The assignment had the following restrictions:
* The only external library we were allowed to use was libCURL,
(http://curl.haxx.se/libcurl/), a HTTP/networking library.
Everything else had to be coded by ourselves.
* It had to be able to crawl at least 100K in a single day (or
something of this magnitude IIRC).
This is the result of this "assignment". Its main code is in C++
although there is a python prototype for the early stages of the code
(HTML parsing, URL normalization, crawling).
What pieces of reusable code you will find here
===============================================
* A lenient HTML push parser.
It will try its best to parse any malformed HTML as good as a
browser would. It was greatly inspired in Python's BeatufilSoup
(http://www.crummy.com/software/BeautifulSoup/) and in open source
browsers' parsing code.
It correctly handles HTML character entities, ignores javascript
code, STYLE and SCRIPT tags, finds text in "alt" attributes etc.
* Character set detection and conversion utilities.
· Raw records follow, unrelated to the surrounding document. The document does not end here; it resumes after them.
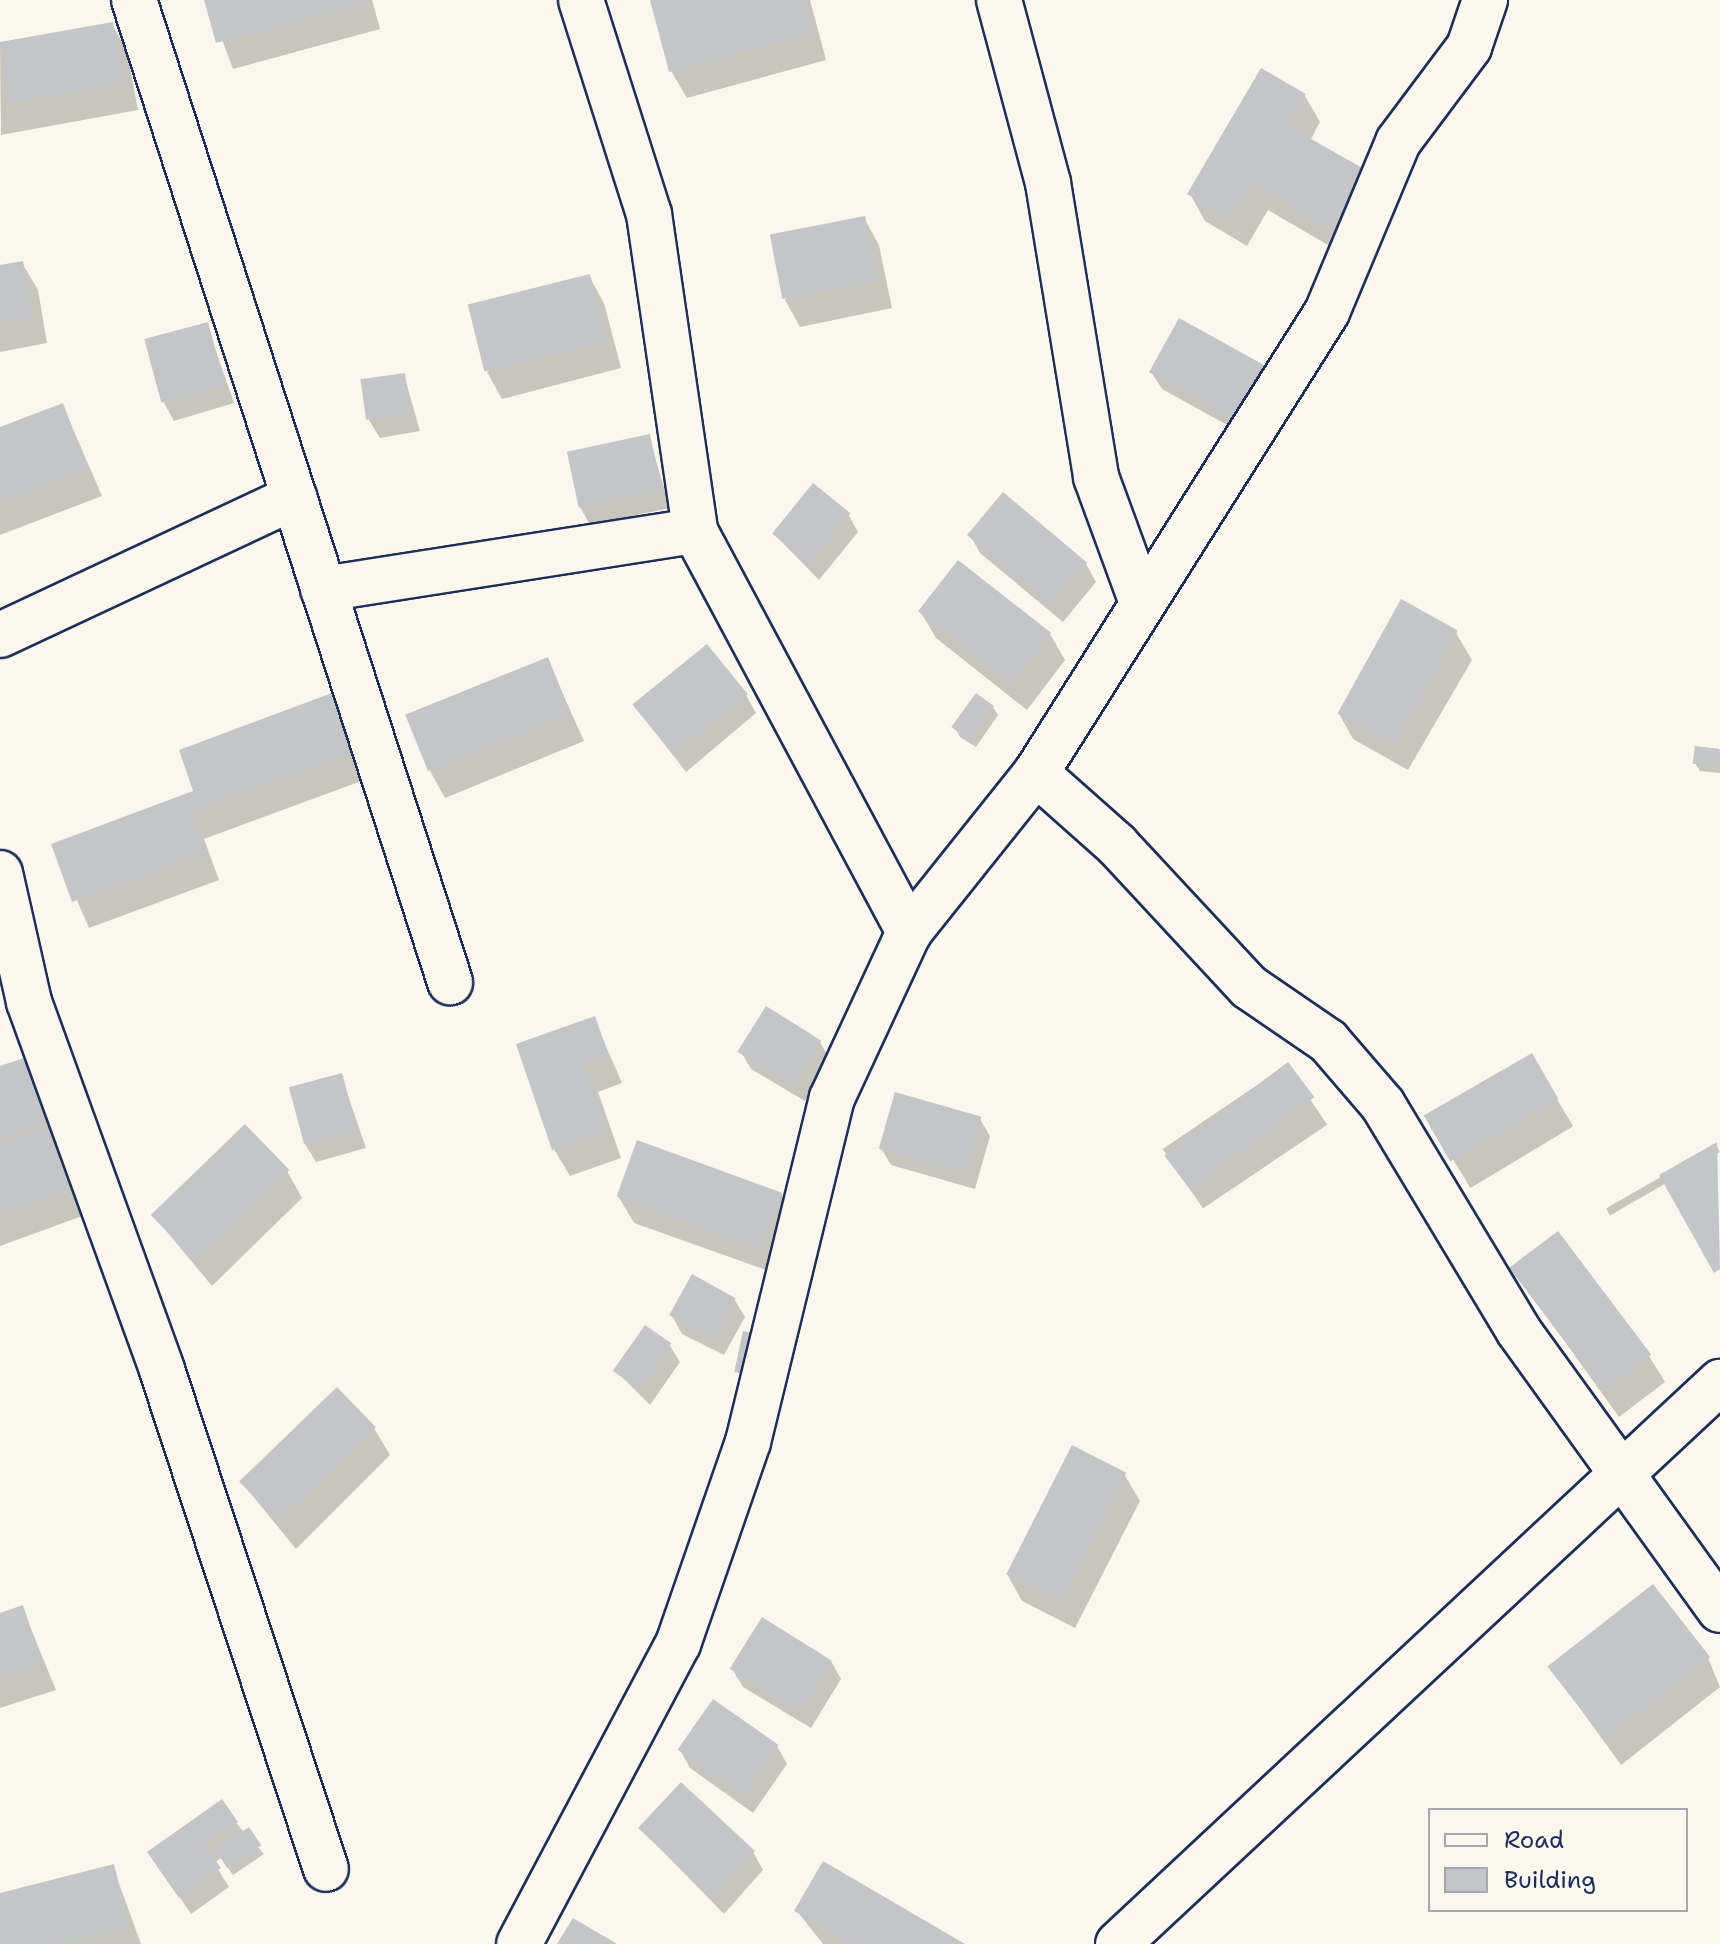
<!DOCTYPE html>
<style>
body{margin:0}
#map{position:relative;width:1720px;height:1944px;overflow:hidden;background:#fbf7ec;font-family:"Shantell Sans",sans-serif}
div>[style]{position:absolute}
.shadow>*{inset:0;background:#0003;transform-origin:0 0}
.building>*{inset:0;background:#c3c5c9;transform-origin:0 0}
.roads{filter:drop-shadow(2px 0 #1b2f5e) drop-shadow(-2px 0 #1b2f5e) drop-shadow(0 2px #1b2f5e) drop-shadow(0 -2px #1b2f5e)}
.minor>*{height:44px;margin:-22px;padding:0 22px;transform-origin:22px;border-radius:22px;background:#fbf7ec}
span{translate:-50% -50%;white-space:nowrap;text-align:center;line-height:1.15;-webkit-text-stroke:6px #fbf7ec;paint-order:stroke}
.legend{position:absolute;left:1428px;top:1808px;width:260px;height:104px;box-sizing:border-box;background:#fbf7ec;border:2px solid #a1a7b3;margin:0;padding:10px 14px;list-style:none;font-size:24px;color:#1b2f5e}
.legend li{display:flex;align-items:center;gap:16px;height:40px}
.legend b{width:40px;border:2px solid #a1a7b3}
</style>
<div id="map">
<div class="shadow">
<i style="clip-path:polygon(207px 0,372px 0,380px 29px,233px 69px)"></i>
<i style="clip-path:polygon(652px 0,810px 0,826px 60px,687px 98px,671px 71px)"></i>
<i style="clip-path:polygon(112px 24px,127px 51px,138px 110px,1px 135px,0 44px)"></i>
<i style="clip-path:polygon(1305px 96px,1320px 122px,1310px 141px,1364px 172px,1347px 256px,1268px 210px,1247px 246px,1205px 221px,1190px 194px)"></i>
<i style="clip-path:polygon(864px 218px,879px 245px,892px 308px,800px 327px,785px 300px)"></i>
<i style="clip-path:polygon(22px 263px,38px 290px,47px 343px,0 352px,0 267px)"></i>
<i style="clip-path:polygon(589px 276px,604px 303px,621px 368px,502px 399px,487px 372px)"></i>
<i style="clip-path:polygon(207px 325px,234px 403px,174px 421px,164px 403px)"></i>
<i style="clip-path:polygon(1263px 366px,1273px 384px,1245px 435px,1162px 389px,1151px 372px)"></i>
<i style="clip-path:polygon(404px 375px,420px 431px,380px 438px,369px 420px)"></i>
<i style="clip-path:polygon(63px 406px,102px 496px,0 535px,0 429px)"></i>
<i style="clip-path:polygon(649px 437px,670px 508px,590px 525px,580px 507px)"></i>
<i style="clip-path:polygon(848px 514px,858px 532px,819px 580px,773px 533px)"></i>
<i style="clip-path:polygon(970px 535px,1086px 564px,1096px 582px,1063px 622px,980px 553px)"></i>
<i style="clip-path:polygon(920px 611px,1050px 634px,1065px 660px,1027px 710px,936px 638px)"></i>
<i style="clip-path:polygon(1456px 633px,1472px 660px,1408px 770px,1353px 739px,1338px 712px)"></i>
<i style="clip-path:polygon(547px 659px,584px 741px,445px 798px,430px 771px)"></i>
<i style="clip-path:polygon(746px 695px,756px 713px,686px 772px,635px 706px)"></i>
<i style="clip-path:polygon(331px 696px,367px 779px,204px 839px,219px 880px,89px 928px,53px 845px,196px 792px)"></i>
<i style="clip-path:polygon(993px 707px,998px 715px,976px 747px,960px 737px,955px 728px)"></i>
<i style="clip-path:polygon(1720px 751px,1720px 773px,1700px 771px,1695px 763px)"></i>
<i style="clip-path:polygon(594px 1019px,622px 1083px,598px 1092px,621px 1158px,570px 1176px,554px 1149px)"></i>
<i style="clip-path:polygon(820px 1042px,830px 1060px,805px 1101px,751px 1069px,741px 1052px)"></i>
<i style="left:1531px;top:1056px;width:82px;height:120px;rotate:59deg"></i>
<i style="clip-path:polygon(23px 1060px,85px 1215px,0 1246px,0 1068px)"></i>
<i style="left:1287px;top:1065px;width:72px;height:150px;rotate:56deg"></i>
<i style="clip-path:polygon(341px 1075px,366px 1148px,316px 1162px,305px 1144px)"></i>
<i style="clip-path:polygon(980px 1119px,990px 1136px,975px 1189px,891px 1165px,881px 1148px)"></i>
<i style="left:1716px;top:1145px;width:8px;height:127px;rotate:60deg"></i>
<i style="clip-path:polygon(287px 1171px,302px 1198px,212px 1286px,153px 1215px)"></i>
<i style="clip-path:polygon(781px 1193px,797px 1220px,777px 1274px,634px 1223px,618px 1196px)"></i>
<i style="clip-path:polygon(1512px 1268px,1649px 1356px,1665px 1382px,1619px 1417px)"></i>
<i style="clip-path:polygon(734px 1299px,745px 1317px,724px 1355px,682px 1334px,672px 1316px)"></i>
<i style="clip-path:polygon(669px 1344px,680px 1362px,650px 1405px,617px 1372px)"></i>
<i style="clip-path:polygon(374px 1428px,390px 1455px,296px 1549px,243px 1484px)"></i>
<i style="clip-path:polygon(1124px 1474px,1140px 1501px,1075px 1628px,1022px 1601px,1007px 1574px)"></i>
<i style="clip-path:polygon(22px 1607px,56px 1690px,0 1708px,0 1615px)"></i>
<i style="clip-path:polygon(1708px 1658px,1720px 1687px,1621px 1765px,1550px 1667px)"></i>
<i style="clip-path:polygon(831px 1661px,841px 1679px,811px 1728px,743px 1687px,732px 1669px)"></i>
<i style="clip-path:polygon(777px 1746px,787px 1764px,753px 1813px,690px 1768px,680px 1750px)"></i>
<i style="clip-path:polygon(236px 1823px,264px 1854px,233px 1875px,221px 1858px,214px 1863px,229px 1887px,191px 1914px,150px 1853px)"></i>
<i style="clip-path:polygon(640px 1828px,753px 1852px,763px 1870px,724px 1914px)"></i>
<i style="clip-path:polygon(113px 1867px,141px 1944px,0 1944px,0 1895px)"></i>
<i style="clip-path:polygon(797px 1911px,961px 1944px,823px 1944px)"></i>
</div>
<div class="building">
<i style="clip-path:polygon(204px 0,370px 0,370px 1px,216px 43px)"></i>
<i style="clip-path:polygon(650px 0,803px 0,812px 33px,669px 72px)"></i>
<i style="left:113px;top:22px;width:62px;height:115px;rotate:80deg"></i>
<i style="clip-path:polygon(1261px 68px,1306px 94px,1288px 126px,1366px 170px,1331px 230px,1252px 184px,1231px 220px,1187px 194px)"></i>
<i style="left:865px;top:216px;width:66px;height:97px;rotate:79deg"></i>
<i style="clip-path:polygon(23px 261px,33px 317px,0 323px,0 265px)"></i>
<i style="left:590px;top:274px;width:69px;height:126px;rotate:76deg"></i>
<i style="left:1179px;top:318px;width:97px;height:62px;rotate:29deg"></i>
<i style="left:208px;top:322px;width:66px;height:66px;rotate:75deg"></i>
<i style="left:405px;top:373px;width:41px;height:45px;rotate:82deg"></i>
<i style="clip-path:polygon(63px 403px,88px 469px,0 503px,0 427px)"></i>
<i style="left:650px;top:434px;width:57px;height:85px;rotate:78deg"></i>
<i style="left:813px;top:483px;width:48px;height:65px;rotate:39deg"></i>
<i style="left:1003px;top:492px;width:110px;height:56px;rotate:40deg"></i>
<i style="left:958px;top:560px;width:118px;height:65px;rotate:38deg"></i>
<i style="left:1401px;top:599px;width:65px;height:131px;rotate:29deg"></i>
<i style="left:707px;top:644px;width:65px;height:96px;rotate:51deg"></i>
<i style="left:548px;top:657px;width:61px;height:154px;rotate:68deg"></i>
<i style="clip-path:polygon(332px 693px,353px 752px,190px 812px,205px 853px,72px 902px,51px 844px,193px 791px,179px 750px)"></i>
<i style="left:976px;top:693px;width:22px;height:42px;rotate:36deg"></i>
<i style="left:1695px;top:746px;width:25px;height:18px;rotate:7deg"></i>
<i style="left:766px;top:1006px;width:65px;height:54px;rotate:32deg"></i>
<i style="clip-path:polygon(595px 1016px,609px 1056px,584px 1064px,607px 1131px,552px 1150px,516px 1044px)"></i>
<i style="left:1532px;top:1053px;width:53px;height:125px;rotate:60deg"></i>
<i style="clip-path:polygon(24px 1058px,46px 1122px,0 1138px,0 1066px)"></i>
<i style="left:1288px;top:1062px;width:44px;height:155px;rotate:53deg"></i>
<i style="left:342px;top:1073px;width:59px;height:55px;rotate:75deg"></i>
<i style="left:895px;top:1092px;width:90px;height:59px;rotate:16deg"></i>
<i style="left:245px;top:1124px;width:64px;height:131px;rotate:46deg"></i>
<i style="clip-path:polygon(50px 1126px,72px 1188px,0 1214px,0 1144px)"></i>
<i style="left:637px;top:1140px;width:154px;height:60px;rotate:20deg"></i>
<i style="clip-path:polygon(1717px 1142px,1720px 1269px,1714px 1273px,1659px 1175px)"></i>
<i style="left:1558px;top:1231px;width:155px;height:61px;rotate:53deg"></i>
<i style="left:692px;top:1274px;width:50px;height:47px;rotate:29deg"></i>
<i style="left:645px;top:1325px;width:32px;height:56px;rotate:35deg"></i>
<i style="left:743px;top:1331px;width:24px;height:42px;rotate:12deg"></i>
<i style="left:337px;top:1387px;width:56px;height:136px;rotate:46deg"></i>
<i style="left:1072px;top:1445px;width:61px;height:145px;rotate:27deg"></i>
<i style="left:1653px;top:1584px;width:93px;height:134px;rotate:52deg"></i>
<i style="clip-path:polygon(23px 1605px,42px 1663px,0 1676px,0 1613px)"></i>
<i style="left:762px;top:1617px;width:82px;height:61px;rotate:32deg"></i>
<i style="left:713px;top:1699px;width:80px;height:62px;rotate:35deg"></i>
<i style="left:681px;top:1782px;width:101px;height:63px;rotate:43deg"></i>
<i style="clip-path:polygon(222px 1799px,238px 1822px,204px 1845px,221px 1868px,179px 1898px,147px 1852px)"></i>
<i style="left:249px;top:1827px;width:22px;height:41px;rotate:56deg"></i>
<i style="clip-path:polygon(823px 1861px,965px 1944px,852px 1944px,794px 1911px)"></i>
<i style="clip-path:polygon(114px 1864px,129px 1926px,58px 1944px,0 1944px,0 1893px)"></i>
<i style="clip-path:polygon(573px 1918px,617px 1944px,557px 1944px)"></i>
</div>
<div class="roads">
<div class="minor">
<i style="left:134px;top:0;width:1032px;rotate:72.16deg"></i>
<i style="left:581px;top:0;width:225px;rotate:72.4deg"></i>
<i style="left:649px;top:214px;width:320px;rotate:81.7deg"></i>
<i style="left:695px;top:531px;width:455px;rotate:61.9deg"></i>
<i style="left:999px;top:0;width:189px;rotate:75deg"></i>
<i style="left:1048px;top:183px;width:298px;rotate:80.7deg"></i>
<i style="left:1096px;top:477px;width:131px;rotate:69.9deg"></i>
<i style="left:323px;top:589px;width:376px;rotate:-8.9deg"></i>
<i style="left:0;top:635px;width:325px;rotate:-25.1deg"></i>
<i style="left:1036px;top:773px;width:108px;rotate:41.6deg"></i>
<i style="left:1117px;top:845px;width:194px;rotate:47.1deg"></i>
<i style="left:1249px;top:987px;width:96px;rotate:34.4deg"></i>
<i style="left:1328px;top:1041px;width:84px;rotate:49.3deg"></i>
<i style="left:1383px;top:1105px;width:262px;rotate:59deg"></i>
<i style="left:1518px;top:1330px;width:345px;rotate:54.2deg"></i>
<i style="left:0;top:873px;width:132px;rotate:77.3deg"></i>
<i style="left:29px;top:1002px;width:391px;rotate:70.1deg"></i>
<i style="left:162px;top:1370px;width:525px;rotate:71.81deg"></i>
<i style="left:519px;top:1944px;width:340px;rotate:-62.1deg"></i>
<i style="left:678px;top:1644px;width:214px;rotate:-70.9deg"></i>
<i style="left:748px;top:1442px;width:354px;rotate:-76.3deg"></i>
<i style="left:832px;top:1098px;width:183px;rotate:-65.1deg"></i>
<i style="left:909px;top:932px;width:203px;rotate:-51.4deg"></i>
<i style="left:1036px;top:773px;width:545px;rotate:-57.74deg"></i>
<i style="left:1327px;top:312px;width:184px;rotate:-67.3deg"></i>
<i style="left:1398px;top:142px;width:119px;rotate:-53.2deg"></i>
<i style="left:1469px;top:47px;width:50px;rotate:-71.2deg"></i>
<i style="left:1118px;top:1944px;width:824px;rotate:-43.03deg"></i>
</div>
</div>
<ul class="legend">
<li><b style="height:10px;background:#fbf7ec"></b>Road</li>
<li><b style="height:22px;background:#c3c5c9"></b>Building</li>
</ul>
</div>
Web is a jungle of Latin-1, Unicode, ISO-8859-X and whatnot. We try
to detect whatever we are dealing with and convert it to UTF-8
before processing.
* URL normalization code.
Follows RFCs as much as possible.
And that should be it. The rest of the code is not that reusable, but
"your mileage may vary".
What about style? Y U no KISS?
------------------------------
First, have in mind that I wrote python prototype before going to the
C++ version but that the majority of this code was being written while I
was having a blast reading Stroustrup's "The C++ Programming Language".
So you will find that not only the code style changes as the code
progresses from crawling to serving, but the constructions change as
well -- not necessarily for the better.
For instance, you will find an HTML parser wrapped inside a STL
iterator. Why? "Why not, it will be fun and elegant" -- or so I though.
A silly idea wrapped into a dreadful interface but it made perfect sense
to abort the KISS principle at that time and do the things "the
(supposed) C++ way".
What about tests?
-----------------
Some of this code has companion unit tests. In particular the HTML
parsing and URL normalization code have. You can take a look at the it
to notice what sort of crazy stuff this code handles -- or fails to.